Support Databases that don't have md5 or fast md5 (MSSQL) #51

pnelson-de · 2022-06-08T18:15:04Z

I was browsing through the list of supported databases on your readme and noticed MSSQL is not listed although it can be found in databases.py. Just wondering if this was intentional and also what the status of that connector is at the moment.

Cheers

erezsh · 2022-06-09T08:10:02Z

Hello!

Yes, we originally intended to include MSSQL, and even wrote the code for it. But the md5 function ended up being way too slow (x100 slower than postgres iirc). We considered it unusable, so we decided to put it aside for now.

If we find a solution to the performance issue, I'll be happy to add MSSQL officially.

sirupsen · 2022-06-09T09:18:37Z

Hey @pnelson-de, thanks for writing in :)

In extension of Erez' reply, something he and I have discussed is that we will need to support a variety of databases where md5 hashing aggregation not supported. ElasticSearch is another example. For those, we may have to 'negotiate' a weaker form of hashing, such as simply a sum.

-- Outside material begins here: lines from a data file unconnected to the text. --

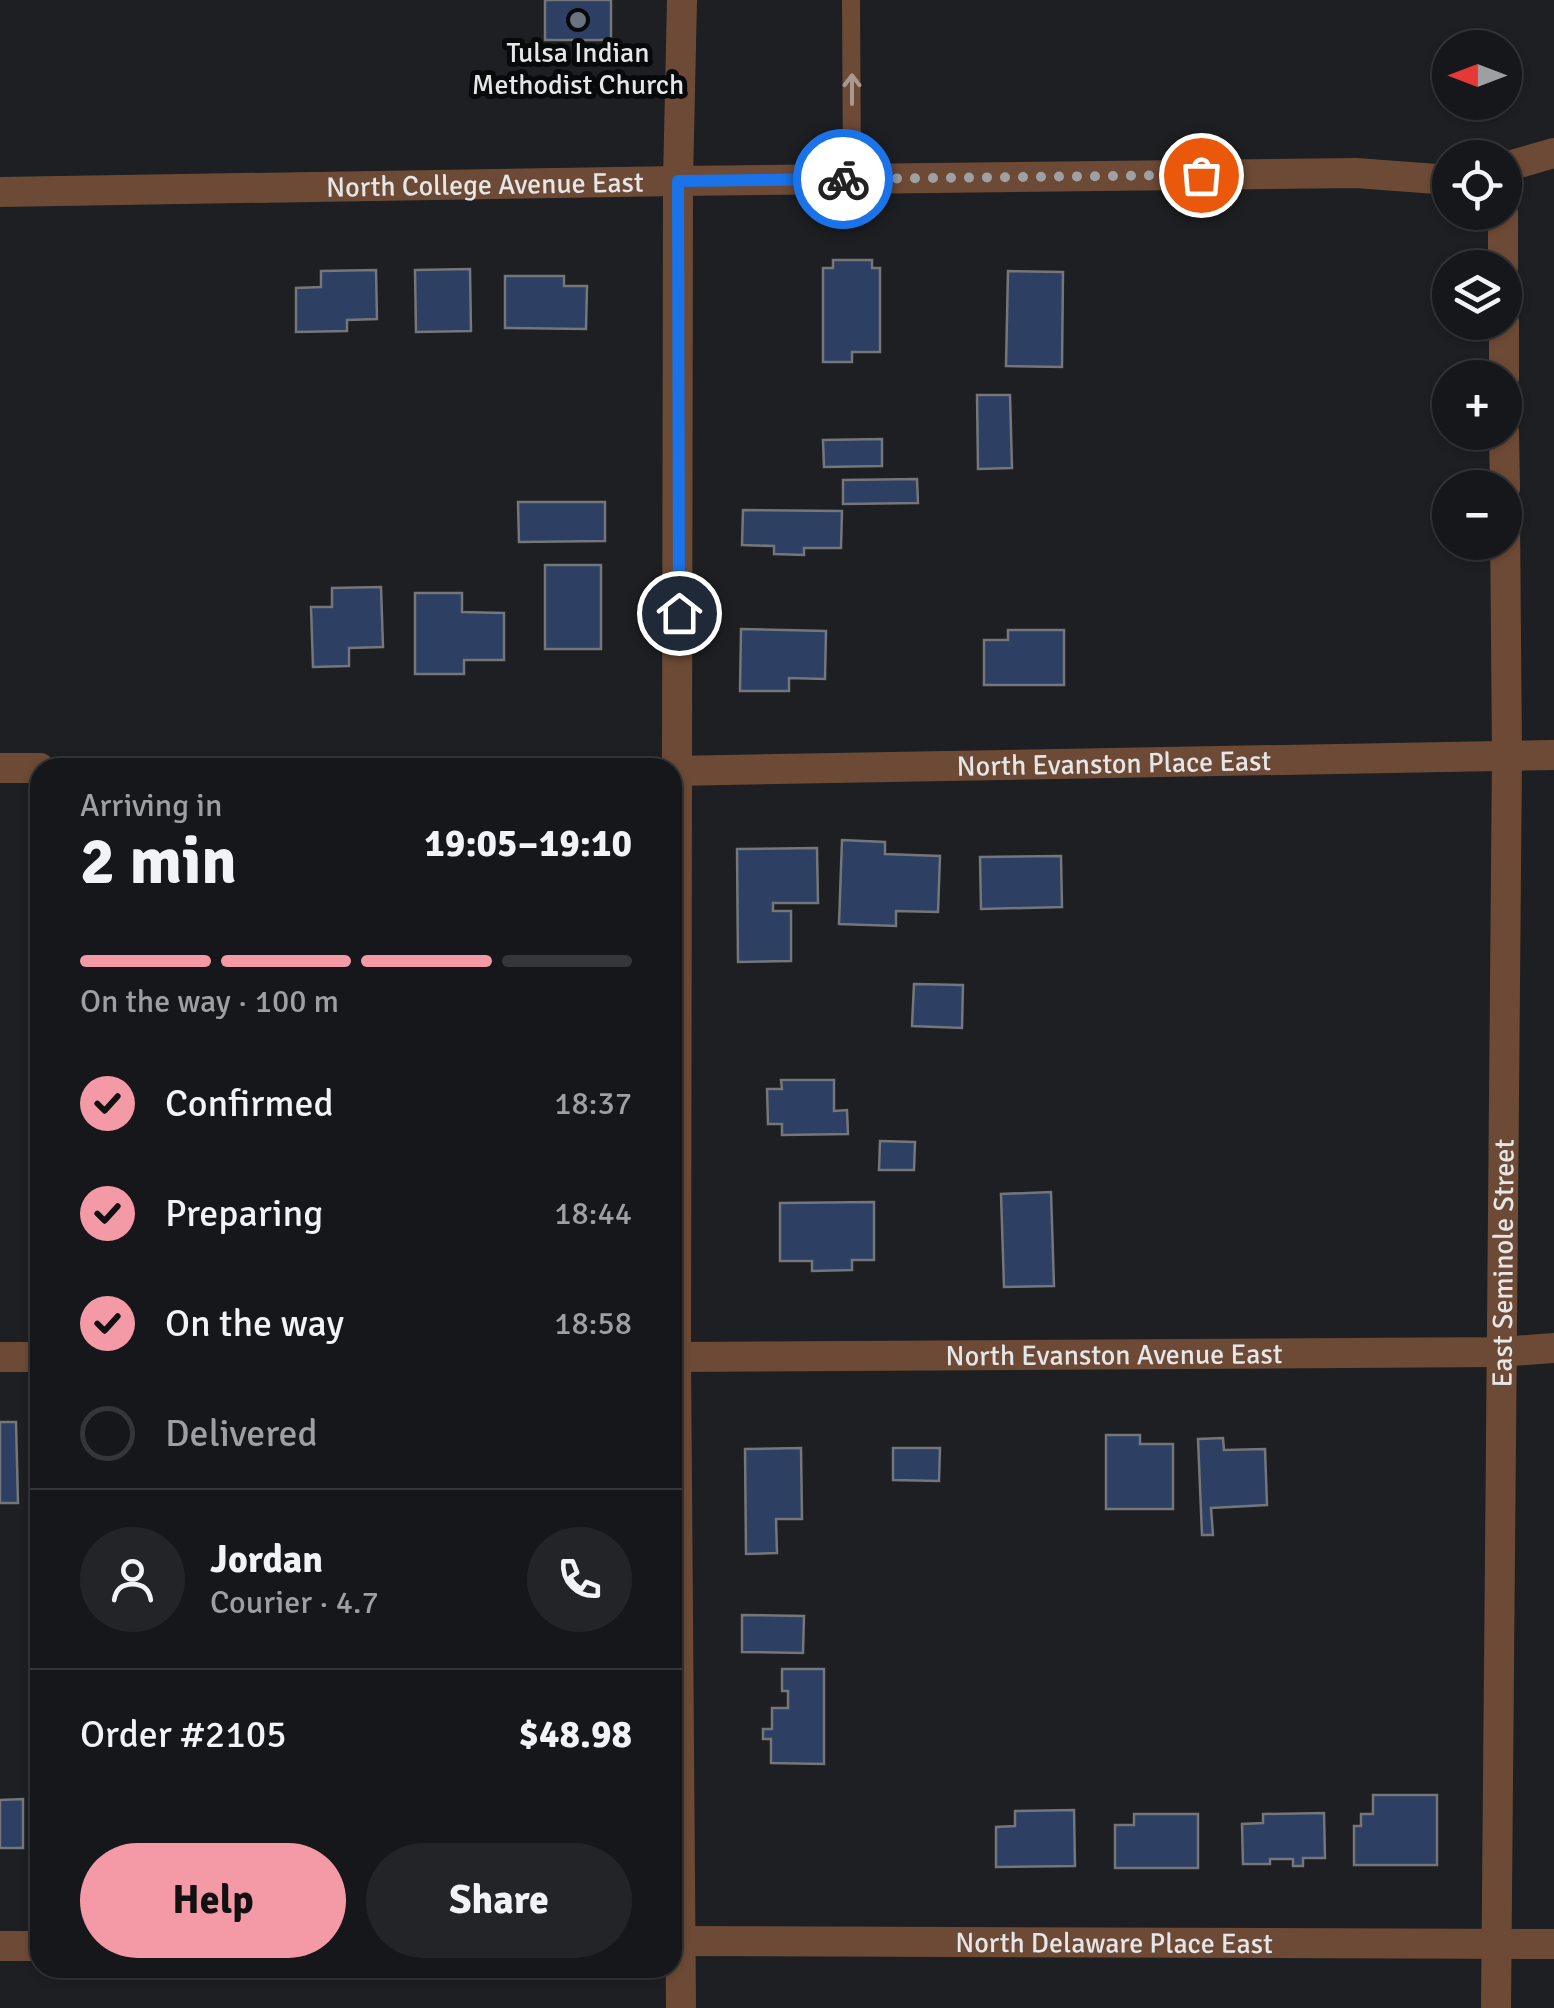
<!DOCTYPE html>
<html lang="en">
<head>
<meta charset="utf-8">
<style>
	:root { --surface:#16171a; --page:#232427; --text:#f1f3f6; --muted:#9e9fa2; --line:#353639; --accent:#f49aa6 }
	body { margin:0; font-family:Signika,sans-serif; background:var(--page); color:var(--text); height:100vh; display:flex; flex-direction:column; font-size:38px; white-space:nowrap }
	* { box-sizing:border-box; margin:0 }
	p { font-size:32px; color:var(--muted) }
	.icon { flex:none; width:55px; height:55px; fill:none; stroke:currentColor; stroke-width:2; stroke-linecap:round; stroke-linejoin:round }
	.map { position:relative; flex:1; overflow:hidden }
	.panel { position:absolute; left:30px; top:758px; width:652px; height:1220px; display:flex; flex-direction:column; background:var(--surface); border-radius:30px; box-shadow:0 2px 8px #0004,0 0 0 2px var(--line) }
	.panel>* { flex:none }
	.needle { width:65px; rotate:270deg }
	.buttons { position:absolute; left:1432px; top:30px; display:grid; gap:20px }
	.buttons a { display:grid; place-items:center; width:90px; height:90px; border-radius:50%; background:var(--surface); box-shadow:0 2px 8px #0004,0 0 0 2px var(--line); font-size:50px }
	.pin { position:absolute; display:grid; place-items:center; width:85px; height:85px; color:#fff; margin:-42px; border:5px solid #fff; border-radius:50%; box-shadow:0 2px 10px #0007 }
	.courier { position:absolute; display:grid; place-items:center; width:100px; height:100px; margin:-50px; border:8px solid #1a73e8; border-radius:50%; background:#fff; color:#222; box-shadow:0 2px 12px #0007 }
	.headline em { font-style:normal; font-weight:800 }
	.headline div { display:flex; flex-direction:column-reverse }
	.headline { display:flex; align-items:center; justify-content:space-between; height:170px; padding:0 50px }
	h1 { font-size:65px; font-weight:800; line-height:75px }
	.bar { display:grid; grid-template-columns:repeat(4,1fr); gap:15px 10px; align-content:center; height:120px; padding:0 50px }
	.bar i { height:12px; border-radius:8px; background:var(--line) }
	.bar .current { background:var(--accent) }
	.bar p { grid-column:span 4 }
	.line { display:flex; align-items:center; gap:25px; padding:0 50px; border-top:2px solid var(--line) }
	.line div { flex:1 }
	.round { display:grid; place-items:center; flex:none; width:105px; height:105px; border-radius:52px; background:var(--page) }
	ol { padding:0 50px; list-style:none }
	li { display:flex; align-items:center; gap:30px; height:110px }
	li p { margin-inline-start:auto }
	li .icon { padding:10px; border-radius:50%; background:var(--accent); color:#111; stroke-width:4 }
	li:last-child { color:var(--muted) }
	li i { width:55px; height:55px; border:5px solid var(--line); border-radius:50% }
	.action { display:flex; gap:20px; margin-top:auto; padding:20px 50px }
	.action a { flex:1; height:115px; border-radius:60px; background:var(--accent); color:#111; font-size:40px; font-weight:800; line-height:115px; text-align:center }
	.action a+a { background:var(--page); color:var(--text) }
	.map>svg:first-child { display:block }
	.building { fill:#2d3f63; stroke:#74767a; stroke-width:2.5 }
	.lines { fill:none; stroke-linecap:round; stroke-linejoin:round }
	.lane { stroke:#6d4a35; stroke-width:18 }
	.street { stroke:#6d4a35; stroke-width:30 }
	.oneway { stroke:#a9988e }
	.done { stroke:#9fa0a3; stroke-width:10; stroke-dasharray:0 18 }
	.route { stroke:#1a73e8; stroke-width:12 }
	.worship-dot { fill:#6b7280; stroke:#08090a; stroke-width:4 }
	.labels { text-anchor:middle; stroke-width:10; stroke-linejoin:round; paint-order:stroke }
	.poi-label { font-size:28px; fill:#e5e6e8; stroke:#08090a }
	.street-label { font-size:28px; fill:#e5e6e8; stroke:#08090a }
</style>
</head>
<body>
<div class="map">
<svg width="1554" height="2008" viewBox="0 0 1554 2008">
	<rect width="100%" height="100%" fill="#1d1f22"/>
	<path class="building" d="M545,0H611V40H545Z
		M833,260H872V268H880V352H852V362H823V268H833Z
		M470,269L471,331L416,332L415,270Z
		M376,270L377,319L347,320V331L296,332V288L321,287V271Z
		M1008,271L1063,272L1062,367L1006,366Z
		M505,276H564V286H587L586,329L505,328Z
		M977,395H1010L1012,468L978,469Z
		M882,439V466L824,467L823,440Z
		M917,479L918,503L843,504V480Z
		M518,502H605V541L519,542Z
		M743,510L842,511L841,548H804V555L774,554V546L742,545Z
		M545,565H601V649H545Z
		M381,587L383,647L349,648V666L313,667L311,607H332V588Z
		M415,593H462V612L504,613V660H464V674H415Z
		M741,629L826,631L825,679L789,678V691H740Z
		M1008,630H1064V685H984V640H1008Z
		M842,840L885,842V854L940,856L938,912L896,911V926L839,924Z
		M817,848L818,903H773V911H791V961L738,962L737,849Z
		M1061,856L1062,907L981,909L980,857Z
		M914,984L963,985L962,1028L912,1026Z
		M781,1080H834V1111L847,1110L848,1134L782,1135V1124H768L767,1089H782Z
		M880,1141L915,1142L914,1170H879Z
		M1051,1192L1054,1286L1004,1287L1001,1194Z
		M874,1202V1260H852V1270L812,1271V1261H780V1203Z
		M0,1422H16L18,1503H0Z
		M1106,1435H1140V1444H1173V1509H1106Z
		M1223,1438L1224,1450L1265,1449L1267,1505L1211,1508L1213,1535H1202L1198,1439Z
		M801,1448L802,1519H776L777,1553L746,1554L745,1449Z
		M893,1448H940L939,1481L893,1480Z
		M742,1615L804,1616L803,1653L742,1652Z
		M782,1669H824V1764L771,1763V1739H763V1729H772V1708H788V1691H782Z
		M1373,1795H1437V1865H1354V1826H1361V1814H1373Z
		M23,1799V1848H0V1800Z
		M1074,1810L1075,1866L996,1867V1827L1015,1826V1811Z
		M1324,1813L1325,1858H1303V1866H1293V1859H1270V1864H1243L1242,1824L1263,1823V1814Z
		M1134,1814H1198V1868H1115V1825H1134Z"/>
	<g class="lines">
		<path class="lane" d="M851,0L852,179"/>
		<g class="street">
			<path d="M1505,167L1554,153"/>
			<path id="s1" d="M0,192L678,181L1356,173L1450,180"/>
			<path d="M1503,212V268"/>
			<path d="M1504,322V378"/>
			<path d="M1504,432L1505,488"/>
			<path d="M0,768H40"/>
			<path id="s2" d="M672,771L1554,755"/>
			<path d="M0,1357H40"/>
			<path id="s3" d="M672,1357L1500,1352L1554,1348"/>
			<path id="s4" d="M672,1941L1554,1944"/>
			<path d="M0,1946H40"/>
			<path d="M681,2008L676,1357L678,181L682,0"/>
			<path id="s5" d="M1496,2008L1507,756L1505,519"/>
		</g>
	</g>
	<defs><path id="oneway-shaft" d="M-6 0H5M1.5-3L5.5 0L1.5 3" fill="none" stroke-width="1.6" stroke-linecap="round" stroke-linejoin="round" transform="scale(2.5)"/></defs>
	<use class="oneway" href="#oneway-shaft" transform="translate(852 89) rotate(-90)"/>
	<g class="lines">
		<path class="done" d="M843,179L1201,175"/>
		<path class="route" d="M679,613L678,181L843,179"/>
	</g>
	<circle class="worship-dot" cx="578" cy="20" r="10"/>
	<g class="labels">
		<g class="poi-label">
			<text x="578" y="62">Tulsa Indian<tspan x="578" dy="32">Methodist Church</tspan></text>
		</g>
		<g class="street-label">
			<text dy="10" stroke="none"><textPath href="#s1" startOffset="485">North College Avenue East</textPath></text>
			<text dy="10" stroke="none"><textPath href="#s2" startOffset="442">North Evanston Place East</textPath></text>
			<text dy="10" stroke="none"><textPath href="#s5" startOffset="745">East Seminole Street</textPath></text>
			<text dy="10" stroke="none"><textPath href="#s3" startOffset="442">North Evanston Avenue East</textPath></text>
			<text dy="10" stroke="none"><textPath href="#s4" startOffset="442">North Delaware Place East</textPath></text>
		</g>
	</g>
</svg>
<div class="buttons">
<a><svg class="needle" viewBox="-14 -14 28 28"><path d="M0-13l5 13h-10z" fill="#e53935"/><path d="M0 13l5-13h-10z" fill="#9e9fa2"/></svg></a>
<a><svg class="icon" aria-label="locate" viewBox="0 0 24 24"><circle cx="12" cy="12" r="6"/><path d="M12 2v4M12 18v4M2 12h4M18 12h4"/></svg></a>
<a><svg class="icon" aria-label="layers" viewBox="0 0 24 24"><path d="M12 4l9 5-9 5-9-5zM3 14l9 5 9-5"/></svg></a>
<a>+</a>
<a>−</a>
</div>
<div class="pin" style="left:1201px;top:175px;background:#ea580c"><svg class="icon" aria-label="bag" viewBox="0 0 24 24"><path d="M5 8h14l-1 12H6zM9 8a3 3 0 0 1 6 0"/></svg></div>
<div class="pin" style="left:679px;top:613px;background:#1f2937"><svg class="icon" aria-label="home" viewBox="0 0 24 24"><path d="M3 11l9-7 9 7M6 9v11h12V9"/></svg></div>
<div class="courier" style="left:843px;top:179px"><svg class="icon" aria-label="bike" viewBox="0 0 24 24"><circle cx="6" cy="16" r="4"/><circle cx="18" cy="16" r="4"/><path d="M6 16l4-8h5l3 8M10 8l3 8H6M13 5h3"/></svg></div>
<section class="panel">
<div class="headline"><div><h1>2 min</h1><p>Arriving in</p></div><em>19:05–19:10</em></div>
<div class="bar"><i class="current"></i><i class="current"></i><i class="current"></i><i></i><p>On the way · 100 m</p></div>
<ol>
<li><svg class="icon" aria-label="check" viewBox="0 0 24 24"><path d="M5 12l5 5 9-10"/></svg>Confirmed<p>18:37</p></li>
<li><svg class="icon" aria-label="check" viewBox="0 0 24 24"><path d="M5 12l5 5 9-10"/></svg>Preparing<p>18:44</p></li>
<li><svg class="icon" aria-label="check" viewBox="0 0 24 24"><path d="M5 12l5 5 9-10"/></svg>On the way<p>18:58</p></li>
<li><i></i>Delivered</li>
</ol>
<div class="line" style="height:180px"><a class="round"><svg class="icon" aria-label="person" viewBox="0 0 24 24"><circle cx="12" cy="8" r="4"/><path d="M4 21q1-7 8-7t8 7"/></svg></a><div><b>Jordan</b><p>Courier · 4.7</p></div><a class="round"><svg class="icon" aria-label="phone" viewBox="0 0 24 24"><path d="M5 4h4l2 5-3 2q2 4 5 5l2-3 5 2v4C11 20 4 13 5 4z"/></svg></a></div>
<div class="line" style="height:130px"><div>Order #2105</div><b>$48.98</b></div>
<div class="action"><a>Help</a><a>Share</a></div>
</section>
</div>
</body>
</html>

However, it's not a super safe default as it's not entirely unlikely you'll end up with the same number for segments even if the data is wrong...

However, there's already plenty of types in play that need to hash correctly to the same values across databases. 😅 Once the testing infrastructure is in place for that, we would look at databases that don't have proper support for checksumming.

visch · 2022-06-13T14:40:09Z

Guessing https://orderbyselectnull.com/2018/05/31/hashbytes-scalability/ is related / similar problem. Was looking to do an Oracle MSSQL check with this tool myself so I'll +1 this. I don't have a better idea for you all though at this moment.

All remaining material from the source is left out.